Distributors say this creates logistical challenges because the products are often sent to stores in places with a higher concentration of East Asian people. 

“It has required me to manually reposition the stock to areas with a higher South Asian demographic like Brampton,” said Maneesh Jalota, marketing director of Distillers Pride Ltd., an importer of South Asian alcoholic brands since 2007.

Balaji Nagaraja moved to Brampton in 2016 from India and got a job in the IT sector. 

Soon, he said, he became aware of the absence of Indian brands at the LCBO. That led him to start Great White Northern Spirits in 2021 to import his favourite Indian labels such as Indri and Rampur single malt whiskies, along with Jaisalmer gin.

Three South Asian men post on a park bench outdoors.
Abish Cherian, one of the co-founders of Oxford Beverage Group Inc., the manufacturer of Mandakini brand country liquor, stands behind his partners in the business, Alias Cherian, left, and Sareesh Kunjappan. (Submitted by Abish Cherian)

“Despite residing in Ontario, I initially introduced my products in Alberta due to the ease of selling there,” Nagaraja said. 

Alberta’s market is open to more new alcohol brands, with spirits from 85 countries registered through Alberta Gaming, Liquor & Cannabis (AGLC). 

Interested distributors can easily join by partnering with existing agencies or becoming one, an AGLC spokesperson said via email. 

“From the list of 85 countries with spirits products registered in Alberta, a majority have only one or two products registered.” 

Looking to Alberta

This contrasts with Ontario’s market, where it is more difficult to make sales, explaining why distributors like Nagaraja opted to start in Alberta. 

Since its inception three years ago, Nagaraja’s company has seen growth, increasing from selling 200 cases in its first year to concluding 2023 with 1,700. 

“I strongly believe the market potential is higher if selling in Ontario were more accessible,” he said. 

Nagaraja said the LCBO only opens opportunities for new brands to secure shelf space two to three times a year through a tender process or “open calls.” During each of these opportunities, only three or four brands get shelf placement across its stores in small quantities. 

This limited frequency and the fewer brands selected by the LCBO pose significant challenges for broader sales outreach and market penetration, the distributors say.

A liquor bottle labelled Mandakini is shown on an angle.
A bottle of Mandakini Brand with its label. Mandakini is a South Asian recipe manufactured in Vaughan, Ont. (Submitted by Abish Cherian)

LCBO said it understands what customers are demanding by reviewing “sales data and looking at innovation and emerging trends in the market. This helps us identify gaps which form the basis of our product calls.”  
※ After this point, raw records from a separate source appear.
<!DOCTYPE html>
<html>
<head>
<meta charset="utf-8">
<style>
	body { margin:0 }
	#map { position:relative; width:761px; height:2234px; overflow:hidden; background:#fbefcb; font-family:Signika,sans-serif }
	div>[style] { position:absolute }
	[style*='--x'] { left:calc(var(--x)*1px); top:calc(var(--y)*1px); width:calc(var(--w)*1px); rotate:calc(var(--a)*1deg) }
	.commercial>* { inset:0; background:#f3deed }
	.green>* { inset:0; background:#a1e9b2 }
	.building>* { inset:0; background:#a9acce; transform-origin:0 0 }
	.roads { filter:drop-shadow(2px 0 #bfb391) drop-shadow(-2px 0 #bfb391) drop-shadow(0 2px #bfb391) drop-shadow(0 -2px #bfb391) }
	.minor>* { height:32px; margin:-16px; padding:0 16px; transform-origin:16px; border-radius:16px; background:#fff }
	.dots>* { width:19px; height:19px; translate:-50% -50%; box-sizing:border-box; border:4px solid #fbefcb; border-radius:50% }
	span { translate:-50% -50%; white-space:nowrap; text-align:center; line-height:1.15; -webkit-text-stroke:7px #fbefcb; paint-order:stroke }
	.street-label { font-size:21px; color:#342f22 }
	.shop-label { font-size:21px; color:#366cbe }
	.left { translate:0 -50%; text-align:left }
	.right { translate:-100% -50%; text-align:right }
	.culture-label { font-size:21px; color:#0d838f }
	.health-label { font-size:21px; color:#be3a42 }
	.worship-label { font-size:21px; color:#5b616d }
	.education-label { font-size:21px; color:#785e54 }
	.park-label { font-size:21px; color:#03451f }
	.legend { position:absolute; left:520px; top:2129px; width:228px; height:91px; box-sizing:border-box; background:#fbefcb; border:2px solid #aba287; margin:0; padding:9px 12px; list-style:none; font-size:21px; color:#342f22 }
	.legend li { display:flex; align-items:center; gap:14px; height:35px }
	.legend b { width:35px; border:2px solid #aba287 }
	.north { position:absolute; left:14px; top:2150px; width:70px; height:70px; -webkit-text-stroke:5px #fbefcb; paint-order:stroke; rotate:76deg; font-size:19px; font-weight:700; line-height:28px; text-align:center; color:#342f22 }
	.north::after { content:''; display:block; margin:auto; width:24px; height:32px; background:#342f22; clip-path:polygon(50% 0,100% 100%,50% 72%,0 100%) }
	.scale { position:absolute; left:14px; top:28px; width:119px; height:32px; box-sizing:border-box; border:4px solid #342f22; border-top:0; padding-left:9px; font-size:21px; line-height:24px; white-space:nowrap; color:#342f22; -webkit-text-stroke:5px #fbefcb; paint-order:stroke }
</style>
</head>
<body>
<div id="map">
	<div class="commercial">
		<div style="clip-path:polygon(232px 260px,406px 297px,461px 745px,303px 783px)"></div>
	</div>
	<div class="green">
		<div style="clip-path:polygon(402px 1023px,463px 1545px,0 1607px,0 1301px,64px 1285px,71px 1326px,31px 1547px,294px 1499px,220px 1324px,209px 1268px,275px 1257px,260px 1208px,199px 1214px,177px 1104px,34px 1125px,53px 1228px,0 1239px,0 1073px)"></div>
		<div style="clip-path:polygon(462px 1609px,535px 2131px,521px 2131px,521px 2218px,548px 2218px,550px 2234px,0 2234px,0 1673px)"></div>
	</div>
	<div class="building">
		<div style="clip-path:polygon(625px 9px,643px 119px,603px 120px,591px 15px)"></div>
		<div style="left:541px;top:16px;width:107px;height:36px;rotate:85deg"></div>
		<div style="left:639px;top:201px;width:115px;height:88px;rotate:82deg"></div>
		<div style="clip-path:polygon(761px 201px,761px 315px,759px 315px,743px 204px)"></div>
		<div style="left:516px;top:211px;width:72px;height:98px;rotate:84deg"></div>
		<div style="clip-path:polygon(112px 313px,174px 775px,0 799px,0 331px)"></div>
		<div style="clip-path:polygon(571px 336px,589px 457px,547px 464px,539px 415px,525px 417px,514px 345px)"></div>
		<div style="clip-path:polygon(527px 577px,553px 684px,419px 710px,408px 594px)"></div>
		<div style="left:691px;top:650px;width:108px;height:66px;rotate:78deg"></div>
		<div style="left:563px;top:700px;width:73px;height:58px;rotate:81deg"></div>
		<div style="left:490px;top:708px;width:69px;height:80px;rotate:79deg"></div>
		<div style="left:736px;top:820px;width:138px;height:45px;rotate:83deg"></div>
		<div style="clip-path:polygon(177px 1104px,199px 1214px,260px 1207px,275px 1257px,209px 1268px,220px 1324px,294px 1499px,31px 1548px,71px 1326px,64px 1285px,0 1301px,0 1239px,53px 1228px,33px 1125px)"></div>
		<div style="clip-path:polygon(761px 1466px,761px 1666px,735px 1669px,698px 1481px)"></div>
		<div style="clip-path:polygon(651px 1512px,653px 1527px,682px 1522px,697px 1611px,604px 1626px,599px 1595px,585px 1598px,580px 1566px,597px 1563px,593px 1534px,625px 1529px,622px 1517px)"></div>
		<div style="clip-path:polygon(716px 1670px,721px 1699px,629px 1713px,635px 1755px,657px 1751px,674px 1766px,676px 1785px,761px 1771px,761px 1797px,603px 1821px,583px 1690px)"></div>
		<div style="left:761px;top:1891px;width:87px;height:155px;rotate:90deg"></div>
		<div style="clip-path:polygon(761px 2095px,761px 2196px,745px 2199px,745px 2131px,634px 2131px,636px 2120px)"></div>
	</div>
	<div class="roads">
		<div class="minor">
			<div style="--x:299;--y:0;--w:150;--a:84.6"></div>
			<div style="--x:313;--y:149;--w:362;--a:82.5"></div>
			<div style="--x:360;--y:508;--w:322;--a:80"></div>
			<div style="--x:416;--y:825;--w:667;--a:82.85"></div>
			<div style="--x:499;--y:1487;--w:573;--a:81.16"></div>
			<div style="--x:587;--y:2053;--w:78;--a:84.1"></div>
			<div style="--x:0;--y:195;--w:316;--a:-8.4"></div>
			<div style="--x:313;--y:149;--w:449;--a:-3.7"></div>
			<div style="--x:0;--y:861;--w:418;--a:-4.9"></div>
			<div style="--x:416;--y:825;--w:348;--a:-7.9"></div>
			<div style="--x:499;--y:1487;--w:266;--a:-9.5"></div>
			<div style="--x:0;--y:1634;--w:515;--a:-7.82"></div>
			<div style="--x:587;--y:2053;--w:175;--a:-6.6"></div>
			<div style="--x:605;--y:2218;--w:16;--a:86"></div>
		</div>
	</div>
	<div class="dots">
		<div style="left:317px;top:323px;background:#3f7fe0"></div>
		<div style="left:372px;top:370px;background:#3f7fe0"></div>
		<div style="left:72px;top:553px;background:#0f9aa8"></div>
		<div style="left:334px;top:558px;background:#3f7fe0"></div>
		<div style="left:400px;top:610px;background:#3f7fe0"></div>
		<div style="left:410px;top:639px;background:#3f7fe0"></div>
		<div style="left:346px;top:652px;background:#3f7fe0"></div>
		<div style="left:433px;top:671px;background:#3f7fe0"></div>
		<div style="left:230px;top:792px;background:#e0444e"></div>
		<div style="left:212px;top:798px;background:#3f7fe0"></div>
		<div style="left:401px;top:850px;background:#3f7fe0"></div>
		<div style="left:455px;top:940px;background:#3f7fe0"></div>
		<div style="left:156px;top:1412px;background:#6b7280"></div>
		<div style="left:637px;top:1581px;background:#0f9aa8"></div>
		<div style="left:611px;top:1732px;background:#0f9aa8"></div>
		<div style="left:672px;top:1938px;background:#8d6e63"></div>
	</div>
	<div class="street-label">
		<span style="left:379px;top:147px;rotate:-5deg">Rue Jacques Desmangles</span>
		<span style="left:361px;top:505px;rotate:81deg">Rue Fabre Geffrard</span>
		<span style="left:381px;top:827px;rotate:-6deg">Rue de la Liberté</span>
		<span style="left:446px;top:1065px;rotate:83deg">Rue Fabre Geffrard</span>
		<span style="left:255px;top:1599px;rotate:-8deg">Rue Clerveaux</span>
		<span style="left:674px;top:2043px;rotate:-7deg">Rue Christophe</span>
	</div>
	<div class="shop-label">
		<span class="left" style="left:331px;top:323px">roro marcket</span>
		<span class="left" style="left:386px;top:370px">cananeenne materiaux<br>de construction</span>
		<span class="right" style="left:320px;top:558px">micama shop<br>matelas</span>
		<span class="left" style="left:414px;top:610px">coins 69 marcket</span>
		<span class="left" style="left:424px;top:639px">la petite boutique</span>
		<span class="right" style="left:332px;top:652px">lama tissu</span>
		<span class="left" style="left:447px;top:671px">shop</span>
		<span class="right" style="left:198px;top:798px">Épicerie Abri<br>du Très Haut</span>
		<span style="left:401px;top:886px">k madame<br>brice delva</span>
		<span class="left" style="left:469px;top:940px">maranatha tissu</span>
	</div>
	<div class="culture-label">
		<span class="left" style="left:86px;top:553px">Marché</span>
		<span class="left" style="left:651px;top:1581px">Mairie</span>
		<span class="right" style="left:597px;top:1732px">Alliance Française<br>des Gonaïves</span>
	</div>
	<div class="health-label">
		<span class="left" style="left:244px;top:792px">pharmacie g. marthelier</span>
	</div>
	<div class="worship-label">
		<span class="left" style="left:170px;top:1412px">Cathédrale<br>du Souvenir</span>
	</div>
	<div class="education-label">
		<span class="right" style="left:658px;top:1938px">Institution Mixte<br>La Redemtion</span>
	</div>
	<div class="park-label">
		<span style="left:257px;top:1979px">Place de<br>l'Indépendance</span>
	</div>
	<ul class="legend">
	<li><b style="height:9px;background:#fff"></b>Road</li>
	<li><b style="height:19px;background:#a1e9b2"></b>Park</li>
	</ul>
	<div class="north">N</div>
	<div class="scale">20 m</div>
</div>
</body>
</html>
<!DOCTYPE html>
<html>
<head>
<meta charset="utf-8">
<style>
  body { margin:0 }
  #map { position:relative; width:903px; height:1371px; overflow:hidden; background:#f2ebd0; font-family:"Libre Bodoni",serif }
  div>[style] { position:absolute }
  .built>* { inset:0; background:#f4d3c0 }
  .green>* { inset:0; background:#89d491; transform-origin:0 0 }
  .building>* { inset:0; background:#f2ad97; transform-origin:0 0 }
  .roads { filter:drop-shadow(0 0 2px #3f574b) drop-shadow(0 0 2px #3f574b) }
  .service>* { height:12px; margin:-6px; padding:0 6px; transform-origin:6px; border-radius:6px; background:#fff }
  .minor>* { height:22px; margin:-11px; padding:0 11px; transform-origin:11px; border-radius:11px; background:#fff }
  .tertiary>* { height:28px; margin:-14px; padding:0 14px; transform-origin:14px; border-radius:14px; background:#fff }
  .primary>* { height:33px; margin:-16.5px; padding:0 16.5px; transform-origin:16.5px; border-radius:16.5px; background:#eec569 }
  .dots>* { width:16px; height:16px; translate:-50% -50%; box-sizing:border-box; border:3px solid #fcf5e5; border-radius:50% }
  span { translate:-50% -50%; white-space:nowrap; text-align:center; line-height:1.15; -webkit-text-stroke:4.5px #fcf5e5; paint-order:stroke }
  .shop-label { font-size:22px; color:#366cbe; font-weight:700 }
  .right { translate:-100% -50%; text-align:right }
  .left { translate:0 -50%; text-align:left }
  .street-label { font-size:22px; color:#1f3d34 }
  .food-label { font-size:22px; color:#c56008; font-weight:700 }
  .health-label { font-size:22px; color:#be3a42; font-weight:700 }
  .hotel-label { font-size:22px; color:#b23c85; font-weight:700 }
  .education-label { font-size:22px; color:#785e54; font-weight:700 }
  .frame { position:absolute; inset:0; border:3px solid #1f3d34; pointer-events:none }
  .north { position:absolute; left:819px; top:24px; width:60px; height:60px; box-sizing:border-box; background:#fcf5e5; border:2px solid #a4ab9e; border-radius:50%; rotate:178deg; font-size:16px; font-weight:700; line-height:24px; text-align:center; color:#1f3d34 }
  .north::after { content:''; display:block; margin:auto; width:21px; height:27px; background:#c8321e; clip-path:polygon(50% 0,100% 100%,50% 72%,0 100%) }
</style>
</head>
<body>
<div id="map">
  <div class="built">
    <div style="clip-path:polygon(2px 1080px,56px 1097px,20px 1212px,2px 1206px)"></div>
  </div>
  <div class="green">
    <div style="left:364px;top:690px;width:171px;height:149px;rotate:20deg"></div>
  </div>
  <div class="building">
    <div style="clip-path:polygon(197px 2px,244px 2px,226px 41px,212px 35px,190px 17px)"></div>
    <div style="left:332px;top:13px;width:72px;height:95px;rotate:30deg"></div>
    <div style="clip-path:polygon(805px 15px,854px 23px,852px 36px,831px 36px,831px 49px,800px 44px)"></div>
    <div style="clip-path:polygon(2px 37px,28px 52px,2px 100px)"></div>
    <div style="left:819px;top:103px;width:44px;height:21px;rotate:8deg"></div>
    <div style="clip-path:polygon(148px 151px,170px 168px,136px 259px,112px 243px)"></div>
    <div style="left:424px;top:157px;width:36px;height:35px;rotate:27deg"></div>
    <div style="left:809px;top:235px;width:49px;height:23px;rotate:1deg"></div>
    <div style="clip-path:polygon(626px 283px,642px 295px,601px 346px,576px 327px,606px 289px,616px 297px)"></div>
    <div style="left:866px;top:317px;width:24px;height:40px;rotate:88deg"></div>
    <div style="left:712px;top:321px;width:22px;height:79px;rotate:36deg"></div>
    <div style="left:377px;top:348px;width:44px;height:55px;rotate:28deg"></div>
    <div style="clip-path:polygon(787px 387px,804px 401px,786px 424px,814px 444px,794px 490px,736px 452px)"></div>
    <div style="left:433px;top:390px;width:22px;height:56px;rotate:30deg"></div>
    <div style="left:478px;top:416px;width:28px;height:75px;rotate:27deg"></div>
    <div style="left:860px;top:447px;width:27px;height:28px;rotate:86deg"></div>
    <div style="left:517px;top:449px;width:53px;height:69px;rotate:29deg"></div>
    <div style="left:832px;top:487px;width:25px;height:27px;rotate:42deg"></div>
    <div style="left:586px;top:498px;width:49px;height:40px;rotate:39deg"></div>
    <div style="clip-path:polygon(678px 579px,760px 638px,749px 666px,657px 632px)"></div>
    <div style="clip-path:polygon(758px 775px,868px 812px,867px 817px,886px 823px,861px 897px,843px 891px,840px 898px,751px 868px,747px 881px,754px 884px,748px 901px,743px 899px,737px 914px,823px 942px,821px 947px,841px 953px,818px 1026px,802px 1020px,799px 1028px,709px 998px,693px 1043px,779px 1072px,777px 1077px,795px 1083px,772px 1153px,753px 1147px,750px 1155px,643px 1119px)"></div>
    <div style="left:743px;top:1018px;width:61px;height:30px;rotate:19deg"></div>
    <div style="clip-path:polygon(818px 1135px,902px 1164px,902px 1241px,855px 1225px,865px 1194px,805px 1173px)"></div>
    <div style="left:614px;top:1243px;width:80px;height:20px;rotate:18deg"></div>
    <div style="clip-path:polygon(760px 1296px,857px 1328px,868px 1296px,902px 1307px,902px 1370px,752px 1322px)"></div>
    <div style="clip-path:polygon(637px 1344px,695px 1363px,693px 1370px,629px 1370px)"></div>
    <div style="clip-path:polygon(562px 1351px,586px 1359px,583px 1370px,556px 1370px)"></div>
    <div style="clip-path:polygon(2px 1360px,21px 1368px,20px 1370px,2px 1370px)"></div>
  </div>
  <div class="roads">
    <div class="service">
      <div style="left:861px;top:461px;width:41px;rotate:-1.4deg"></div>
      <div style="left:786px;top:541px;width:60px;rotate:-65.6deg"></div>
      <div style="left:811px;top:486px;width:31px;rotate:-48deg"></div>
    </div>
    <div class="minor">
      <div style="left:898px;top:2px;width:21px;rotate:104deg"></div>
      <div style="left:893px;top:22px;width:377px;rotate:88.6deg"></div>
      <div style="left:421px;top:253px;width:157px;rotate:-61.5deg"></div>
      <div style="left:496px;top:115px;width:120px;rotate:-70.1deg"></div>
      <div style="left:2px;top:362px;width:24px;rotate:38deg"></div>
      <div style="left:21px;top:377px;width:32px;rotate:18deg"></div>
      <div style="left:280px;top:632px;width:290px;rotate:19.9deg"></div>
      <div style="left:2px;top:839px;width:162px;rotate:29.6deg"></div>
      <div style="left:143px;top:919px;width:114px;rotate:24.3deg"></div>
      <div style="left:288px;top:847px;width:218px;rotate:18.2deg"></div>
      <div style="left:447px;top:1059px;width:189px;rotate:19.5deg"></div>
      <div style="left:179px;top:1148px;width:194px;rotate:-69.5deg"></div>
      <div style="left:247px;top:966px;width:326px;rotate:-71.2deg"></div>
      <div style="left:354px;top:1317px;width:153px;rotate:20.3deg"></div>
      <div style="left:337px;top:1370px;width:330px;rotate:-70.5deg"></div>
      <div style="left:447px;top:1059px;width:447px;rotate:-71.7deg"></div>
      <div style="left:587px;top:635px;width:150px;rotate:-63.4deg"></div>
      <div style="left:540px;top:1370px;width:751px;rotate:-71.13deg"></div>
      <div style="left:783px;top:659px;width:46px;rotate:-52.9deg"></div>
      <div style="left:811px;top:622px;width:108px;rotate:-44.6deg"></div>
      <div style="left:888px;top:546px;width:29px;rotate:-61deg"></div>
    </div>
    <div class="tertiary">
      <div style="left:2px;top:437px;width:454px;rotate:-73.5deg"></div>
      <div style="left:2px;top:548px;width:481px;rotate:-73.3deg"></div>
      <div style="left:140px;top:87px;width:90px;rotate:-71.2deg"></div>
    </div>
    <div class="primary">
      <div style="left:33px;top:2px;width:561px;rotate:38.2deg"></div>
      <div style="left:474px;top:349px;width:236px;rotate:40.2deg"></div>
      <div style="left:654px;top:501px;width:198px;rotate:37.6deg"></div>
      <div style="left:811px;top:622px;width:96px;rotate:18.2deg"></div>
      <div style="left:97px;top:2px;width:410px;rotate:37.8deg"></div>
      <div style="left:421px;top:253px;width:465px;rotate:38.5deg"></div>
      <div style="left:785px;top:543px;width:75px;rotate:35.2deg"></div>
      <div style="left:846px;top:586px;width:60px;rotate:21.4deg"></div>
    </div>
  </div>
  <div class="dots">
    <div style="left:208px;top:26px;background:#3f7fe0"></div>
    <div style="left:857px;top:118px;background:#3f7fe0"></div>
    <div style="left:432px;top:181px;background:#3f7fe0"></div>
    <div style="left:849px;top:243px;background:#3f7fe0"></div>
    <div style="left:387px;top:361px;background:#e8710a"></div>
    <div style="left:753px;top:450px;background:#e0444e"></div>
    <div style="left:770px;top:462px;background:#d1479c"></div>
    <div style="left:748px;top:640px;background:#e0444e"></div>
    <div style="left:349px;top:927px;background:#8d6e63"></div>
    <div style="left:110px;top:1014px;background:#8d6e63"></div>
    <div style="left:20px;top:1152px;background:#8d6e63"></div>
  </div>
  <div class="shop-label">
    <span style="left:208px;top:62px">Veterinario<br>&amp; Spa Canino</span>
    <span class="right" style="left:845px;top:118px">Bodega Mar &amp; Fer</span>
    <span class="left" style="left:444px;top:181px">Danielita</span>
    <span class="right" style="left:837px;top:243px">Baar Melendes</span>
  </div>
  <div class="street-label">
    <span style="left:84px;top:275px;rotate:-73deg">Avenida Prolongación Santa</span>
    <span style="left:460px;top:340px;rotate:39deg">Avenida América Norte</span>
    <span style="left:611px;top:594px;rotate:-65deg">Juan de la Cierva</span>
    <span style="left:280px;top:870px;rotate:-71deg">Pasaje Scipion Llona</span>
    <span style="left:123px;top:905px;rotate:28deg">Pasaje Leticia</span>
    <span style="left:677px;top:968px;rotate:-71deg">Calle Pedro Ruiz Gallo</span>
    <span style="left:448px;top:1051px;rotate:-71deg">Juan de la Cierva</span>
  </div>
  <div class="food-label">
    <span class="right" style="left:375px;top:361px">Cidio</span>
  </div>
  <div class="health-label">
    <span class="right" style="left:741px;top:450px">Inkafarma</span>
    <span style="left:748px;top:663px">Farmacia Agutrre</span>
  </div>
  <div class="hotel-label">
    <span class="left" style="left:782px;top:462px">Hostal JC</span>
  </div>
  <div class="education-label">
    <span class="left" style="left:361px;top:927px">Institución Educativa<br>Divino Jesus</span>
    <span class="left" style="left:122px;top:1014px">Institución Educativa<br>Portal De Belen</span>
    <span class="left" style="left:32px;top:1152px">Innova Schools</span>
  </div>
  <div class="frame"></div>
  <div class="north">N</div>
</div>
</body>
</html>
Despite LCBO efforts to tailor its offerings based on sales trends and market innovations, some customers, like Kumar, feel that this approach does not fully cater to consumer preferences.

“LCBO should have more choices in their offerings. The people’s voice should be heard rather than making specific brands available,” he said. 

“Our alcohols are a celebration of our cultural wealth and LCBO should commit to truly listen to the communities, in line with the multicultural spirit of Canada.”